Kapolres Bombana Pastikan Tidak Ada Tindakan Represif dalam Pengamanan Demonstrasi

BOMBANANEWS.COM – Konsorsium Aktivis Bombana Bersatu yang terdiri dari organisasi kepemudaan IMPERMOL, PMII, GMNI, dan HMI menggelar aksi unjuk rasa di Kabupaten Bombana, Kamis (11/6/2026).

Aksi demonstrasi berlangsung di depan Markas Kepolisian Resor (Mapolres) Bombana. Kapolres Bombana AKBP Eko Sutomo, S.I.K., M.I.K., menemui langsung massa aksi untuk melakukan dialog terbuka.
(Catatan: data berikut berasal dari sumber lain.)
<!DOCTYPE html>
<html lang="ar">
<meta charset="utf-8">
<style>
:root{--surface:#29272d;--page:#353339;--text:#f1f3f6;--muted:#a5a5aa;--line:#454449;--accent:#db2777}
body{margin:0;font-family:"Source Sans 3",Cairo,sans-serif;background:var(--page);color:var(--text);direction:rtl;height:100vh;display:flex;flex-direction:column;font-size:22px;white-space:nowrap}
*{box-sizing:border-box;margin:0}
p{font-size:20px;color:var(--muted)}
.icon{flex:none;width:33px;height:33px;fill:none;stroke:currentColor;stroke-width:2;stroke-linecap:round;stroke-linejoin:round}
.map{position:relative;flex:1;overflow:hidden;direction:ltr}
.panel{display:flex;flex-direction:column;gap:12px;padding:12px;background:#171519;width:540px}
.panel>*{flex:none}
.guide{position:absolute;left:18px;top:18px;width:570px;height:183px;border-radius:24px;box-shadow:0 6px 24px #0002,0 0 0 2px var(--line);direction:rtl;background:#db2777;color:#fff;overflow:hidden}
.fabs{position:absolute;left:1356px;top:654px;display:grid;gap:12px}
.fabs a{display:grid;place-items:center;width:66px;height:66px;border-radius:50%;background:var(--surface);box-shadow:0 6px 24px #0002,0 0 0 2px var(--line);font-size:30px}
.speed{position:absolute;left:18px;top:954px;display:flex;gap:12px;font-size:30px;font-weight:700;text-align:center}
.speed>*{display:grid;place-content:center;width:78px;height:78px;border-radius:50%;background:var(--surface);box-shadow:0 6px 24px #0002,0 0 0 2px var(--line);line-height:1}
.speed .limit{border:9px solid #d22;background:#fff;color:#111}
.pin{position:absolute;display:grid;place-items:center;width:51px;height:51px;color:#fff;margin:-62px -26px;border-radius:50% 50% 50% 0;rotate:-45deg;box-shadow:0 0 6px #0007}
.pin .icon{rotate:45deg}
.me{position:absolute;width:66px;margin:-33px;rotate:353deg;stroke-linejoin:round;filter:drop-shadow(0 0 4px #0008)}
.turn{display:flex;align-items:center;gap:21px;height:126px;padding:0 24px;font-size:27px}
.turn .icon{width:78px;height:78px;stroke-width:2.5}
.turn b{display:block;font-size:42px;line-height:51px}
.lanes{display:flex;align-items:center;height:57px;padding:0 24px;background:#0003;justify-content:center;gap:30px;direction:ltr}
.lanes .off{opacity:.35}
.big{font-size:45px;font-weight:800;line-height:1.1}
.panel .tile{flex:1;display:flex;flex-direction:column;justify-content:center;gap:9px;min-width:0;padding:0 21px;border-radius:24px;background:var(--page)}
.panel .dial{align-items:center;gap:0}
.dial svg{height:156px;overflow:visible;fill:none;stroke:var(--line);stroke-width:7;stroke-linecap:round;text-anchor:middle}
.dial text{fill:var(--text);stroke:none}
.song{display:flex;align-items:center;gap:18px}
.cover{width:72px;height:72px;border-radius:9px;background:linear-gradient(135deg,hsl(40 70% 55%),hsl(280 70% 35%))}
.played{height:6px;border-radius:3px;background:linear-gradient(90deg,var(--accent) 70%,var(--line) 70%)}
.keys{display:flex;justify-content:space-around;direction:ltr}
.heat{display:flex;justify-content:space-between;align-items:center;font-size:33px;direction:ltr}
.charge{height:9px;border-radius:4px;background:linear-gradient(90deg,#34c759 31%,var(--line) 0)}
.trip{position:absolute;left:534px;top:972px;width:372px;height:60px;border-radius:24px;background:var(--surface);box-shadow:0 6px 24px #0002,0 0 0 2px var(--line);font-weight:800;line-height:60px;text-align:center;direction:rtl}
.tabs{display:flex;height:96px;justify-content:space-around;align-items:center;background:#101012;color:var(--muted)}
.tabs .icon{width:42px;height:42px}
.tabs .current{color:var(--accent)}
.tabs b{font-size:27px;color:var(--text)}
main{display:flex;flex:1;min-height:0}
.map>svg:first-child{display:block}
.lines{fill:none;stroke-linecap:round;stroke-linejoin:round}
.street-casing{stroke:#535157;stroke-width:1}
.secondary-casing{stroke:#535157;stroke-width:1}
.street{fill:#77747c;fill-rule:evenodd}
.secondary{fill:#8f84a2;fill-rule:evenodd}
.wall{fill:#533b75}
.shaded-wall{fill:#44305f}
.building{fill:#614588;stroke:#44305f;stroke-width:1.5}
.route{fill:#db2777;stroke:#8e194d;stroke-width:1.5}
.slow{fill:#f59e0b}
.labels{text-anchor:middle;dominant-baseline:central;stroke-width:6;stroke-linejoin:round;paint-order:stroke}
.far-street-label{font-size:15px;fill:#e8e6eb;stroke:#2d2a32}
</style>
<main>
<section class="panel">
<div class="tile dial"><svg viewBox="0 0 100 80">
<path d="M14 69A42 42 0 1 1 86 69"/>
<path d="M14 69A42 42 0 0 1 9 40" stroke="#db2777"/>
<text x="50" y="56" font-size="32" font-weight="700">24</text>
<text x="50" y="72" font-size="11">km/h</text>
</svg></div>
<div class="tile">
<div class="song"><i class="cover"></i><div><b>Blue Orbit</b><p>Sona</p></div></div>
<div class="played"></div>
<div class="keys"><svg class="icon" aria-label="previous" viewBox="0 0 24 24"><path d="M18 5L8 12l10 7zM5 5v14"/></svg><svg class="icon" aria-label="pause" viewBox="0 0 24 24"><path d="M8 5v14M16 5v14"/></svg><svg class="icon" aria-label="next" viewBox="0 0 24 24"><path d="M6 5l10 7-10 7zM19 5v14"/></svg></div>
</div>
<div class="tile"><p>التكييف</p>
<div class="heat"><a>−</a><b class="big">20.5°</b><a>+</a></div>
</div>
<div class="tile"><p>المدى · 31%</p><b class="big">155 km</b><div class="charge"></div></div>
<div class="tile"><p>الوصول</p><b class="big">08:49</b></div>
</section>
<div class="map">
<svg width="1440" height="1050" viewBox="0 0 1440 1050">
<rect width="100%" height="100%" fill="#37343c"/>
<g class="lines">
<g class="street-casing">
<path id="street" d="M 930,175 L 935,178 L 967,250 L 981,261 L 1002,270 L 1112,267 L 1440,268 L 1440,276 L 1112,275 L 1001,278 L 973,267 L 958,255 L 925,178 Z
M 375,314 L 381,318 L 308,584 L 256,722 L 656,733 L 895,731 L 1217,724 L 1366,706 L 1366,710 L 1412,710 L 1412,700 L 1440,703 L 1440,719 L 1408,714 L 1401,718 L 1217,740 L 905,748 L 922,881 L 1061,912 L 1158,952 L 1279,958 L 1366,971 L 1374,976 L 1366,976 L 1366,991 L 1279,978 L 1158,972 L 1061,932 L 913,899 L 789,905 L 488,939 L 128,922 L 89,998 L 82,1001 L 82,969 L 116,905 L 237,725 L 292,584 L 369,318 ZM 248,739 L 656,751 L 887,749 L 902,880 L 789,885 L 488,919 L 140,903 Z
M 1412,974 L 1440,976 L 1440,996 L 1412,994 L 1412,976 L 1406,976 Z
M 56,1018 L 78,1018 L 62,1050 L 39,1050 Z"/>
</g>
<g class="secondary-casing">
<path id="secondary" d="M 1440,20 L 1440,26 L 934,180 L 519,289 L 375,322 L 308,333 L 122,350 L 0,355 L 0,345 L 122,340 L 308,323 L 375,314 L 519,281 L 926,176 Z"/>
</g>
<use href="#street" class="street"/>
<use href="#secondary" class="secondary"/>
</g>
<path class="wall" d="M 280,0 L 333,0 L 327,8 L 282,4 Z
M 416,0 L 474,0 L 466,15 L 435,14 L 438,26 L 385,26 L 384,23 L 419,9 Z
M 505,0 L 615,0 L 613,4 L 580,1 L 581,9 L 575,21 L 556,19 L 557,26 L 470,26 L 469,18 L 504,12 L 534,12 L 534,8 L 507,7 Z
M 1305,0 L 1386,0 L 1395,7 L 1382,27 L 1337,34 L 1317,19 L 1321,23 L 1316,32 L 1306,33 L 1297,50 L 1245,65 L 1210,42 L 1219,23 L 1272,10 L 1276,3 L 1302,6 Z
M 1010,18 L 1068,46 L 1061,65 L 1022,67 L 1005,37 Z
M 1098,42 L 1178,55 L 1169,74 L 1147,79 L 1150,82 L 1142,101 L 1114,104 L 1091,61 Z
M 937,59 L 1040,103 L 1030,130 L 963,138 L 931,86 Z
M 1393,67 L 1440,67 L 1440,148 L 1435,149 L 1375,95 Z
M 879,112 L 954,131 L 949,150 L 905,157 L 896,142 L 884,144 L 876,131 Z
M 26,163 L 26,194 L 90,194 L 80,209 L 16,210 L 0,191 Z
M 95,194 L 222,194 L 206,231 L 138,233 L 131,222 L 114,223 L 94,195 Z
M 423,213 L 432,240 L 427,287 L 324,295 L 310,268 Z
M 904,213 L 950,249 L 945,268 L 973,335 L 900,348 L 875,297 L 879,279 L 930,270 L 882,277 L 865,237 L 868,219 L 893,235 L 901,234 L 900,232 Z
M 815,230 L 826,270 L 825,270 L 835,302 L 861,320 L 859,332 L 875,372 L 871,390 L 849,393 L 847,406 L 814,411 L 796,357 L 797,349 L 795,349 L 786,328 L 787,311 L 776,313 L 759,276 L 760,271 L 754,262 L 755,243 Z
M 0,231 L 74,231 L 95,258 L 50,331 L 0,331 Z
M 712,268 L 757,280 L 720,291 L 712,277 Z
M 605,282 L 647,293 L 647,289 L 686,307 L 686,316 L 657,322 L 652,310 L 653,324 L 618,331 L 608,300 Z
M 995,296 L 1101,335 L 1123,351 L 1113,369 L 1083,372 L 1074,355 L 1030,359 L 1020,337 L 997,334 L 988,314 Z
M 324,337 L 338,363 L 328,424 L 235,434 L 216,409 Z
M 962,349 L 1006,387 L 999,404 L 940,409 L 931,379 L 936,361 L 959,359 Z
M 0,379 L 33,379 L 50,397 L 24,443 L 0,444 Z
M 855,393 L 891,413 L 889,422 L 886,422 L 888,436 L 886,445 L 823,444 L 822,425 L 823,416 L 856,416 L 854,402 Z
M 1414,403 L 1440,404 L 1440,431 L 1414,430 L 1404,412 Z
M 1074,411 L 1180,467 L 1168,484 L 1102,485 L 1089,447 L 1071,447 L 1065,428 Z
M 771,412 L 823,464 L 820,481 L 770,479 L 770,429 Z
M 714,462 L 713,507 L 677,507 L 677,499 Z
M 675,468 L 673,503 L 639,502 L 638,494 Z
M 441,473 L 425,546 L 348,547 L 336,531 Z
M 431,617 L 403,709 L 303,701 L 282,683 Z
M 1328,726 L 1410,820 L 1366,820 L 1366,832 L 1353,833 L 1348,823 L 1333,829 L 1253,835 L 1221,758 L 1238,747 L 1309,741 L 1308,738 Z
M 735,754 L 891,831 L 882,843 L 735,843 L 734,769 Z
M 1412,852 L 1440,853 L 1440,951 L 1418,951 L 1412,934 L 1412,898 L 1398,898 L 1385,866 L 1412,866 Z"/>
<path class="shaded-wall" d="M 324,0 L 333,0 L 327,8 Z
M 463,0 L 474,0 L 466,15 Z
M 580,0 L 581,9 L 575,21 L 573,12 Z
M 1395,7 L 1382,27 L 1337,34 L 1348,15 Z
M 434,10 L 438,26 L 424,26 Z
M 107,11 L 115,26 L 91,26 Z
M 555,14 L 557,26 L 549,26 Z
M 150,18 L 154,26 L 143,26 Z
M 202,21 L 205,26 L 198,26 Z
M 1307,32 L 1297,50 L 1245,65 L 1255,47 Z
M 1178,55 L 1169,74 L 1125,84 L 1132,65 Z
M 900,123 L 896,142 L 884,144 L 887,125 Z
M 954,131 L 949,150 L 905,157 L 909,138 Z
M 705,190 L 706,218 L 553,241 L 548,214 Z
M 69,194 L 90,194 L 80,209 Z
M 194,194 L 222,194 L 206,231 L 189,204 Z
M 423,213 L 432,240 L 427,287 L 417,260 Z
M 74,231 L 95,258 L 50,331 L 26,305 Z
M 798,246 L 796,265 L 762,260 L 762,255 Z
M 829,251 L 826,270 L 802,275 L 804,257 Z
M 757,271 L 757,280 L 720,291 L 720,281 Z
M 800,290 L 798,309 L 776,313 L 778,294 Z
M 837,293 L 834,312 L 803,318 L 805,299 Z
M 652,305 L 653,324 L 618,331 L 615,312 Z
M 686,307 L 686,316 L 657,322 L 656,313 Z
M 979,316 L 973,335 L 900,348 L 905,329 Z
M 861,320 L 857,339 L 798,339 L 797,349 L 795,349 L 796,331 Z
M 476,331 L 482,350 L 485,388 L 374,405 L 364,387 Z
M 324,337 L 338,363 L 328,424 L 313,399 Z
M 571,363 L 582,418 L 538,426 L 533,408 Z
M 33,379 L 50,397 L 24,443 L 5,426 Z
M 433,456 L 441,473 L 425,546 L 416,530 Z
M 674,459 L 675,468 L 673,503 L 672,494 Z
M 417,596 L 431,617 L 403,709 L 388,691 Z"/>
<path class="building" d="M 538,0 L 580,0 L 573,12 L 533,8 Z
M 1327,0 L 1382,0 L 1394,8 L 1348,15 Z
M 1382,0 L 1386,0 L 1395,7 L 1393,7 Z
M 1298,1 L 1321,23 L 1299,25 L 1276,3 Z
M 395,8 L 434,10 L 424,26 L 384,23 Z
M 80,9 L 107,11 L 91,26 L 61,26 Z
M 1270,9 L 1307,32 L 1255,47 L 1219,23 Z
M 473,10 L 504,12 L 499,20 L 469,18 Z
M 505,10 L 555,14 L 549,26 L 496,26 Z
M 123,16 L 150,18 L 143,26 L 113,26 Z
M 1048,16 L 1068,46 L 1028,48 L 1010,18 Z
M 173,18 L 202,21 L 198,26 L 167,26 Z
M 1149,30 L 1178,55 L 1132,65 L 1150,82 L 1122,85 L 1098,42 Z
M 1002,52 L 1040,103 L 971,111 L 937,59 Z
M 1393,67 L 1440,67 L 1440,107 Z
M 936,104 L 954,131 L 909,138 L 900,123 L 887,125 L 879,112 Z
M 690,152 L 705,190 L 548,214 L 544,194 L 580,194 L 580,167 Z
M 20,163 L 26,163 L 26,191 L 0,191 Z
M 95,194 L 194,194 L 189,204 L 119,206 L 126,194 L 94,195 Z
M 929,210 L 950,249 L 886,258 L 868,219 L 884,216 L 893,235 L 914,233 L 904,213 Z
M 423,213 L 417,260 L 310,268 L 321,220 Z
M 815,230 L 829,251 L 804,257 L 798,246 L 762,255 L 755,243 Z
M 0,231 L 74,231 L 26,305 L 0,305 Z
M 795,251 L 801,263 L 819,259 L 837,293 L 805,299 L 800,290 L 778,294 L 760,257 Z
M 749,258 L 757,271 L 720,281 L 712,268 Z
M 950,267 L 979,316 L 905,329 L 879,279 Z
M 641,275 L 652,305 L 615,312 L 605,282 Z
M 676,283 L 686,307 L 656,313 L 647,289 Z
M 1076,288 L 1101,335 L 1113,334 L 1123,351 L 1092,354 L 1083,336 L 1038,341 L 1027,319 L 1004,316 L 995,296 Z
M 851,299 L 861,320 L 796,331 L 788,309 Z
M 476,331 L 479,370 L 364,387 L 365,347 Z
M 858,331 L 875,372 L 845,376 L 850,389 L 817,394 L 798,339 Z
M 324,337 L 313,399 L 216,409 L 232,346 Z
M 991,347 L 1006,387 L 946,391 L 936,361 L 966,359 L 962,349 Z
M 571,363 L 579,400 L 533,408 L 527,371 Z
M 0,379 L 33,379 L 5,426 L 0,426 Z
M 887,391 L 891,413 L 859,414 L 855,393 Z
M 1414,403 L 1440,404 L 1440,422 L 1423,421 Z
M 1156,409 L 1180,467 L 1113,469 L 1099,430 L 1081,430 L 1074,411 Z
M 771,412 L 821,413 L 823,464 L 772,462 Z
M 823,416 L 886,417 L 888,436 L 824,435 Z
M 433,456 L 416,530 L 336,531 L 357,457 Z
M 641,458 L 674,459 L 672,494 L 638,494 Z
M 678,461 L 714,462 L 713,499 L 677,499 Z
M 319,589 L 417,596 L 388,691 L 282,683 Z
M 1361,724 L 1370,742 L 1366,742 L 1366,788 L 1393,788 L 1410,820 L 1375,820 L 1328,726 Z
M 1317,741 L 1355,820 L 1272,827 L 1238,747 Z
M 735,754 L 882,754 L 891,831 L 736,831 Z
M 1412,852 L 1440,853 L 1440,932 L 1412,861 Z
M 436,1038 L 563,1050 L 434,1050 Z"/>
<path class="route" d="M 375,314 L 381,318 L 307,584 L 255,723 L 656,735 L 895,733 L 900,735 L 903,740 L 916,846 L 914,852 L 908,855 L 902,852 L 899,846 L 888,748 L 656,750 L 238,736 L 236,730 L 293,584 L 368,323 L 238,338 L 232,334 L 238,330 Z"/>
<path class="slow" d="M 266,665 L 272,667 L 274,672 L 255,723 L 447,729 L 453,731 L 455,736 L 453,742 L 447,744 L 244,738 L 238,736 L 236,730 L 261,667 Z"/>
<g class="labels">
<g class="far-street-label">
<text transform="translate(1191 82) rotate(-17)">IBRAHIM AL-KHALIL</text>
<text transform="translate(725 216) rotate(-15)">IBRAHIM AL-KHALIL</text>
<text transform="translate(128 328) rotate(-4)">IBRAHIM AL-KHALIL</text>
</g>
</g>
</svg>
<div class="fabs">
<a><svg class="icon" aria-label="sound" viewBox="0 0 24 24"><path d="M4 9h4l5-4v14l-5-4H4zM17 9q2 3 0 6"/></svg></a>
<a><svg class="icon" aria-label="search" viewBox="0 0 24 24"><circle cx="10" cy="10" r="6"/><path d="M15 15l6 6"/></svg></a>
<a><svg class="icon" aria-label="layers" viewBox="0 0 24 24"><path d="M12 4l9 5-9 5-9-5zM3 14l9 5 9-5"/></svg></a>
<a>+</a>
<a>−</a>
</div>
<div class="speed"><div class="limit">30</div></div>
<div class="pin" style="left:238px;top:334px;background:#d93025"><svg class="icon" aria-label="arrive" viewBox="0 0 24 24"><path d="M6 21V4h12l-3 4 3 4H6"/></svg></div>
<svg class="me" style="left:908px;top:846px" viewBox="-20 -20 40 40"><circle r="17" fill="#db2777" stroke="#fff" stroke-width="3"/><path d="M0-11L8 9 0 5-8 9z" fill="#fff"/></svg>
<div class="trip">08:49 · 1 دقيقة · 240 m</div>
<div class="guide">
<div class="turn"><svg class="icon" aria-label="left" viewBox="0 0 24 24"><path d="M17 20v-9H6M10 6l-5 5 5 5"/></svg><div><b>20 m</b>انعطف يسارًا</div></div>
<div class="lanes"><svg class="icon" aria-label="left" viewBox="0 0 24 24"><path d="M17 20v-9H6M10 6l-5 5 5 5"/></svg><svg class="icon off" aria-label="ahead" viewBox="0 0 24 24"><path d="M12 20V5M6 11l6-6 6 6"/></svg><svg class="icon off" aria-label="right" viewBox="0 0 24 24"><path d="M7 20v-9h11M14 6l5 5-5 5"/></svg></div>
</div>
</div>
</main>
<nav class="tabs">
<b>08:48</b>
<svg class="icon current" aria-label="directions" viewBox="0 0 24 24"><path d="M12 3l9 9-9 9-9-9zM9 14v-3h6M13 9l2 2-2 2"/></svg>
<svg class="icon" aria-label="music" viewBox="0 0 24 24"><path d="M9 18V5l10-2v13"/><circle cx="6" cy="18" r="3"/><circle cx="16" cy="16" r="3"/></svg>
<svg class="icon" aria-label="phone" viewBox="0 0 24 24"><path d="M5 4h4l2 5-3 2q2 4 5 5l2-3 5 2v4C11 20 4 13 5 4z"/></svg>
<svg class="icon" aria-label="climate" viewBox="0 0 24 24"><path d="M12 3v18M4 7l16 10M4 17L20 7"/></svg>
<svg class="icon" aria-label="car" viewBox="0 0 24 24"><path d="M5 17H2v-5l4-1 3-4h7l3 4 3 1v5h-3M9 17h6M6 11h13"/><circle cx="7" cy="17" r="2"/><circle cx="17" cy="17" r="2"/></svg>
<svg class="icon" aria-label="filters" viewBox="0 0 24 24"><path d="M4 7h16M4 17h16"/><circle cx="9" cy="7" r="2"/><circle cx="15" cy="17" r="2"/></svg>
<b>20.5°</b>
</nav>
Suasana dialog berlangsung interaktif, terbuka, dan kondusif di hadapan para peserta aksi.

Dalam kesempatan itu, Kapolres Bombana menyampaikan apresiasi atas penyampaian aspirasi yang dilakukan secara damai dan tertib.

Ia menegaskan bahwa pihak kepolisian tidak memiliki niat melakukan tindakan kekerasan maupun represif sebagaimana yang dituduhkan sebagian pihak.

Bacaan Lainnya

Menurut AKBP Eko Sutomo, tindakan aparat saat pengamanan aksi pada 2 Juni 2026 lalu merupakan upaya penertiban karena massa tidak mengindahkan imbauan petugas terkait larangan membakar ban bekas di tengah jalan demi menjaga keamanan, keselamatan, dan ketertiban masyarakat di Kabupaten Bombana.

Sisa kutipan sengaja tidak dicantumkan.